**Material provided:**
-*-

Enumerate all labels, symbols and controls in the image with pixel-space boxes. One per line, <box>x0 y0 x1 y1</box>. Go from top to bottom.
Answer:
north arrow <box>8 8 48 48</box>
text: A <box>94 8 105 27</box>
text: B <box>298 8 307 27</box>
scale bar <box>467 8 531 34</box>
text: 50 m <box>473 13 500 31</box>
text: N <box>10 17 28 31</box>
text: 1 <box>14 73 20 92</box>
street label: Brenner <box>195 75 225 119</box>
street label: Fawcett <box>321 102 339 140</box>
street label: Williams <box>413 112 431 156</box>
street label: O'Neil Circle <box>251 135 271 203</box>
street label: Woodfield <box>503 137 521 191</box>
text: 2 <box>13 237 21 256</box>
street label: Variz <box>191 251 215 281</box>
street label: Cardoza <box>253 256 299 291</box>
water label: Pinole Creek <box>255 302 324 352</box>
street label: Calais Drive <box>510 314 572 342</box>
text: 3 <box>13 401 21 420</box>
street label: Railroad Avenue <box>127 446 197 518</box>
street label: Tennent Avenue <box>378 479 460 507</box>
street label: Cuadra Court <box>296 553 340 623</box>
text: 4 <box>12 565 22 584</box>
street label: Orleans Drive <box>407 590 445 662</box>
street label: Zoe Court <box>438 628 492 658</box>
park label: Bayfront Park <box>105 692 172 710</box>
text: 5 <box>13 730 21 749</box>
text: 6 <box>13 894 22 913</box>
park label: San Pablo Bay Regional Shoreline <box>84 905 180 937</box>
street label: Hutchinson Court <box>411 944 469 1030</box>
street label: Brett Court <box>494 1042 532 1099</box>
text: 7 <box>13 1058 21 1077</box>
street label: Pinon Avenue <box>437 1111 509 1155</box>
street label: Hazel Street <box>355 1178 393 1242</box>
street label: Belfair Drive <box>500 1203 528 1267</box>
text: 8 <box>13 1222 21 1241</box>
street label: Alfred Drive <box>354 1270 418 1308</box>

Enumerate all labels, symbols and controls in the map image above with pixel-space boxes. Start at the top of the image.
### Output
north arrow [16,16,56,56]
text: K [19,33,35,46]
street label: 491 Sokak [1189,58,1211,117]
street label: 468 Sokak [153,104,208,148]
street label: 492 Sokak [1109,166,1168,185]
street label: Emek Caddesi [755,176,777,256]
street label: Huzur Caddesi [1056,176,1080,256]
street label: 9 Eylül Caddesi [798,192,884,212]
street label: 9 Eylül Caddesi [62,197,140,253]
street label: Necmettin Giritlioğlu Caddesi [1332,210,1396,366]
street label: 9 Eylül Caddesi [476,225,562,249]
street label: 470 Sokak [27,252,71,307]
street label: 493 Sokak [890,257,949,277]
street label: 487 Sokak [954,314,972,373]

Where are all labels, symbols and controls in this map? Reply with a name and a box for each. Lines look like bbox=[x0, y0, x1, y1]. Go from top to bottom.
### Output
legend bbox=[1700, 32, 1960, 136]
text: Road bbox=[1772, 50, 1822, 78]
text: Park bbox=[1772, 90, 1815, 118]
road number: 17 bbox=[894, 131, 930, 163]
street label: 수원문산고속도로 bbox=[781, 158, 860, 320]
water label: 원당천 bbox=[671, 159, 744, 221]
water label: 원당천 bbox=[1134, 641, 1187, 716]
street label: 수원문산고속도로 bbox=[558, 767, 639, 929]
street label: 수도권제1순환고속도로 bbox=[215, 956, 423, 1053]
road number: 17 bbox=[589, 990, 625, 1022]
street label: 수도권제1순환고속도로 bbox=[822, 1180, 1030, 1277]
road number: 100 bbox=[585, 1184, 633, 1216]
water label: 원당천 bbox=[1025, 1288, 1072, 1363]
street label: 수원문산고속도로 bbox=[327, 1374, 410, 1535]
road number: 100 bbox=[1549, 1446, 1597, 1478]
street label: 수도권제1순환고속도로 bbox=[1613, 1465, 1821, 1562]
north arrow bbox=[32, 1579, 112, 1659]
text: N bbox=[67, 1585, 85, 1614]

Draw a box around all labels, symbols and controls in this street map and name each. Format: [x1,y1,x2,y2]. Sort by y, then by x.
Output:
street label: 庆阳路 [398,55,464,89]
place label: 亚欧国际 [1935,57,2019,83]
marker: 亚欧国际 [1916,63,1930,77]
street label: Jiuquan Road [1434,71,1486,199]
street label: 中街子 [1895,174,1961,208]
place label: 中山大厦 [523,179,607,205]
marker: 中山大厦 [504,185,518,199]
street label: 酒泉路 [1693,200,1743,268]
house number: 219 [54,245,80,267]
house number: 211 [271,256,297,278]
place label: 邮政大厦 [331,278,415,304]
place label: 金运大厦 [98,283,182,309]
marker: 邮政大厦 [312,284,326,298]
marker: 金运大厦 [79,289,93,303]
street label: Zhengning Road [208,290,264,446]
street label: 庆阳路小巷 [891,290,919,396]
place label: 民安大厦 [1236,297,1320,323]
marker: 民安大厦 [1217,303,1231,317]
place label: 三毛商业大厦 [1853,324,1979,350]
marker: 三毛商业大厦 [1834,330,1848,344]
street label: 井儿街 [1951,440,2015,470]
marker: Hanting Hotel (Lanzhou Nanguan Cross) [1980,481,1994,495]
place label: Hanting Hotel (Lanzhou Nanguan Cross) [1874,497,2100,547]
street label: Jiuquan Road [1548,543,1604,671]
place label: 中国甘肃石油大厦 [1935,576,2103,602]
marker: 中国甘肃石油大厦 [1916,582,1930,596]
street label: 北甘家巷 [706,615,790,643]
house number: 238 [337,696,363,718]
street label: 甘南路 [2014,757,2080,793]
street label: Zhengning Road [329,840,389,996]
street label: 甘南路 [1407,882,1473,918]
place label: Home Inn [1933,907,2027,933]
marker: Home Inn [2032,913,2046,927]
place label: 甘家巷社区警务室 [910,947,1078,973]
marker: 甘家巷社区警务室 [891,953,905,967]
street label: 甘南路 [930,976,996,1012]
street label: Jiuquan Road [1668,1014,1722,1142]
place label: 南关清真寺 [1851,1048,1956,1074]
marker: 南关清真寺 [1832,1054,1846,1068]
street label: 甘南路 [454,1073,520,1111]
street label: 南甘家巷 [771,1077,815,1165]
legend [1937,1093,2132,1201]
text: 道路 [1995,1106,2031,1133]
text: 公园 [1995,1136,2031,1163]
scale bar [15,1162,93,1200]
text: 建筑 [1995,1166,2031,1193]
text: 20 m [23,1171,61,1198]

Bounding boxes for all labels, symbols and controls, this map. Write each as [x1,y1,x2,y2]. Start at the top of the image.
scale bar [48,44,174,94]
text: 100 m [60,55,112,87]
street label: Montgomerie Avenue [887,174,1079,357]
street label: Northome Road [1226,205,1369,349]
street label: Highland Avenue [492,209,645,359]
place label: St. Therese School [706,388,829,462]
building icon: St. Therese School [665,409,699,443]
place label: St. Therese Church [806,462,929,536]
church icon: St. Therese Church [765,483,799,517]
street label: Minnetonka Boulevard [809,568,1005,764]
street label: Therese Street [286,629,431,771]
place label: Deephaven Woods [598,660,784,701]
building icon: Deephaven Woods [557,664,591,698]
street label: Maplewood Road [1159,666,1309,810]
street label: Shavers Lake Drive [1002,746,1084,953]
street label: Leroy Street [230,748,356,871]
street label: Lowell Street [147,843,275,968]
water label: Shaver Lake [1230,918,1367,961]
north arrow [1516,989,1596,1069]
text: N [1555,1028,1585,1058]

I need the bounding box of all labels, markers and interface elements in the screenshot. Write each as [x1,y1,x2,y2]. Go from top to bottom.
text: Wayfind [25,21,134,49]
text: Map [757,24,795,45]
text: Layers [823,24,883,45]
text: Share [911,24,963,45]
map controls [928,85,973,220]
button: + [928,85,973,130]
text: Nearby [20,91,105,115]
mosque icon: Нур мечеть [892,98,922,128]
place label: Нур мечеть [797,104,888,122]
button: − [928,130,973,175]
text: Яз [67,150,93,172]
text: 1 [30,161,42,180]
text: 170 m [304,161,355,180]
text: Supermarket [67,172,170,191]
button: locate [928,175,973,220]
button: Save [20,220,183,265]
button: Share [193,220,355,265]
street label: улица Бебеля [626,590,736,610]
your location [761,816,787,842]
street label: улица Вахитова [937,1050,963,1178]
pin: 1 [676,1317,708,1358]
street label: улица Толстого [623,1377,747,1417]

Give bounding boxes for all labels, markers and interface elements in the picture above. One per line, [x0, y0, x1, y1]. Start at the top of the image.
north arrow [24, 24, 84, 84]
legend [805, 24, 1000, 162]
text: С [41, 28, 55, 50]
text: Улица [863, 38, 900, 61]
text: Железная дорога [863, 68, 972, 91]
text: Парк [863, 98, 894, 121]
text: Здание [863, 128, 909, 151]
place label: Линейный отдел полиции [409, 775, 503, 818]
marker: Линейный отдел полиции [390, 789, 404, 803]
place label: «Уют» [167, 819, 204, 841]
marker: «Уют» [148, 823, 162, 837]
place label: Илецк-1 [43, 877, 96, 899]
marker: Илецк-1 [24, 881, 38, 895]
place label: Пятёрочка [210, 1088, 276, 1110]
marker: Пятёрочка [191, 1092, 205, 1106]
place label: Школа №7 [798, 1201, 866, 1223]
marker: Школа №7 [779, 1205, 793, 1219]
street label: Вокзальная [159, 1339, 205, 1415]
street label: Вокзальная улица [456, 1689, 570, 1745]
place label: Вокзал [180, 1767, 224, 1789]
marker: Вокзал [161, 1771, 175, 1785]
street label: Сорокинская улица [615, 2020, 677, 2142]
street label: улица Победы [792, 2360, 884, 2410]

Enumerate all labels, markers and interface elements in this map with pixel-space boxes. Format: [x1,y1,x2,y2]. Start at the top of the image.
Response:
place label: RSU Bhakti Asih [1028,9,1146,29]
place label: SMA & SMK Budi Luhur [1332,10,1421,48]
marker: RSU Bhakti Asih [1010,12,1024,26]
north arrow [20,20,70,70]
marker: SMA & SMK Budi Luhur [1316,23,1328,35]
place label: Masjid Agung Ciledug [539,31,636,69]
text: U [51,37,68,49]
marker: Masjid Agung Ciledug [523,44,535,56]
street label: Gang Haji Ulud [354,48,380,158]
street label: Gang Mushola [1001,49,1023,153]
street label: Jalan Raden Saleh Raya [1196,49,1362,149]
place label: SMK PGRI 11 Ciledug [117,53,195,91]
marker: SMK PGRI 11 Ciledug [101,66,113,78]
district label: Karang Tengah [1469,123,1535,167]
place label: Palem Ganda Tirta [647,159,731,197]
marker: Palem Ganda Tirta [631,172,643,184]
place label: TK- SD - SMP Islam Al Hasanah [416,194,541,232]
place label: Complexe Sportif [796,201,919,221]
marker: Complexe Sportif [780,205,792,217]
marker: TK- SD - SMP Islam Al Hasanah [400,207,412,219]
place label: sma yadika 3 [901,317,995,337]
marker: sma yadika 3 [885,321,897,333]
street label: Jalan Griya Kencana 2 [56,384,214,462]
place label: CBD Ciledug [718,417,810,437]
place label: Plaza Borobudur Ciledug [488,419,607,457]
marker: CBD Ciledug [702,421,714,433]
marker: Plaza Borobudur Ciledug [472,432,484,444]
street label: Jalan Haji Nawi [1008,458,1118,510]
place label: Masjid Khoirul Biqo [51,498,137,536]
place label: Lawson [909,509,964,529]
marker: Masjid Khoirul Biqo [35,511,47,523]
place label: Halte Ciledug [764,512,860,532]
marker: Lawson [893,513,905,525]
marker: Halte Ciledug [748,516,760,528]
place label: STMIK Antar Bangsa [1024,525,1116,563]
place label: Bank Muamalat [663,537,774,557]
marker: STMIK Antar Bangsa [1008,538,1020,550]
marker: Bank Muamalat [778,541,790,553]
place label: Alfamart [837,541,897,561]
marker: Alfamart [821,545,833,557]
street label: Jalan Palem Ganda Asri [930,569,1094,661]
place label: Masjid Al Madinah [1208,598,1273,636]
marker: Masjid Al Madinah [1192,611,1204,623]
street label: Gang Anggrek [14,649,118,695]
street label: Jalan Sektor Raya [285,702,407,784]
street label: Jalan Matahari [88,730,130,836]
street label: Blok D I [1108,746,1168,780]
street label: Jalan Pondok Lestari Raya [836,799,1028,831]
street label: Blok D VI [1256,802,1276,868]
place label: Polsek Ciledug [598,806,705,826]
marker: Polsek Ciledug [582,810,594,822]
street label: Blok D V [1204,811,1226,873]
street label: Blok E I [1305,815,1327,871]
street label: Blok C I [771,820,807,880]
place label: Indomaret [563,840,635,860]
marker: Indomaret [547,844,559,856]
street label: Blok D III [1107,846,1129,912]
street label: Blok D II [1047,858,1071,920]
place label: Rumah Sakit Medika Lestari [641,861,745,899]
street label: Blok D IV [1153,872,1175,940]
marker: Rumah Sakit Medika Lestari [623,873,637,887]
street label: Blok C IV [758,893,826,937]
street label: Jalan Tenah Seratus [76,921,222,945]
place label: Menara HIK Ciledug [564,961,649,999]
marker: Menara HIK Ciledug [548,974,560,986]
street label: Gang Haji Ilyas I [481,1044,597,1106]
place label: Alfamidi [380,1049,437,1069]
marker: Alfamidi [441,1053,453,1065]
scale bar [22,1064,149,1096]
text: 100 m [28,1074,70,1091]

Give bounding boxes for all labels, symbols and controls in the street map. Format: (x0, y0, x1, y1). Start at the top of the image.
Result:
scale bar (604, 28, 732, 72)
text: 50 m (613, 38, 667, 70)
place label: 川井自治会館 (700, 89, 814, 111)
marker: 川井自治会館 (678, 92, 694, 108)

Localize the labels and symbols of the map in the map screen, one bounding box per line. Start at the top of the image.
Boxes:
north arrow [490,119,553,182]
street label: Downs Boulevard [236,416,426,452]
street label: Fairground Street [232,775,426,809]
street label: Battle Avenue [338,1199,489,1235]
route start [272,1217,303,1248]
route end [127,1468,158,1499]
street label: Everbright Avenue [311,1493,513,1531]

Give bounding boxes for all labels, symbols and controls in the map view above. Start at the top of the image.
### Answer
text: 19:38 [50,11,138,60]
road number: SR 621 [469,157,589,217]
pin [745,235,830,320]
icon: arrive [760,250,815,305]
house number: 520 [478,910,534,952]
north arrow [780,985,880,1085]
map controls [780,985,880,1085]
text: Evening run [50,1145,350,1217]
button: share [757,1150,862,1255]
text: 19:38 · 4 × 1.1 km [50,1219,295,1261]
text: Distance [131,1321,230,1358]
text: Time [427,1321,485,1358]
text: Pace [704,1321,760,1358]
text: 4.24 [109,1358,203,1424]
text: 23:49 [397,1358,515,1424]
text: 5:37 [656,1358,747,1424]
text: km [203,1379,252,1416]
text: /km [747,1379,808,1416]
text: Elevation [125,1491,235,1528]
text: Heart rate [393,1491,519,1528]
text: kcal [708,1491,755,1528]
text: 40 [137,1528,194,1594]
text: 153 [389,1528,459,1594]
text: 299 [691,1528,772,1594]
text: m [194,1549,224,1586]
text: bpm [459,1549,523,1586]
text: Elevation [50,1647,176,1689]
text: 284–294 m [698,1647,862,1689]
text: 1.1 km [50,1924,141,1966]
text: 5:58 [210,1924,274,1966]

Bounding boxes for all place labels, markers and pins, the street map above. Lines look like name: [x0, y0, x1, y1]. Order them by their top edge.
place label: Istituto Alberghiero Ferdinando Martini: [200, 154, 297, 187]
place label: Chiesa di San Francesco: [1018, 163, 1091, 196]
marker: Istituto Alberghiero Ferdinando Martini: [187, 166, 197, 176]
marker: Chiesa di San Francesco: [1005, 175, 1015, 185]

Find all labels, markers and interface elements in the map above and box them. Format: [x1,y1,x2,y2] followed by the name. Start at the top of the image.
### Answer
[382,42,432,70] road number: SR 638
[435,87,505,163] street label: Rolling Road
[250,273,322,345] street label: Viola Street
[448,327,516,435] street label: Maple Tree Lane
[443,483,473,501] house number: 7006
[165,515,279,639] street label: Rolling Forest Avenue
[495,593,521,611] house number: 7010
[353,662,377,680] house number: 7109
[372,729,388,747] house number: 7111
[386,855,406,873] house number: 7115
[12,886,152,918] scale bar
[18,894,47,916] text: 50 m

-*-

**Directions for this task:** Take each line from the preceding material that contains "Zhengning" and copy it.

**Answer below:**
street label: Zhengning Road [208,290,264,446]
street label: Zhengning Road [329,840,389,996]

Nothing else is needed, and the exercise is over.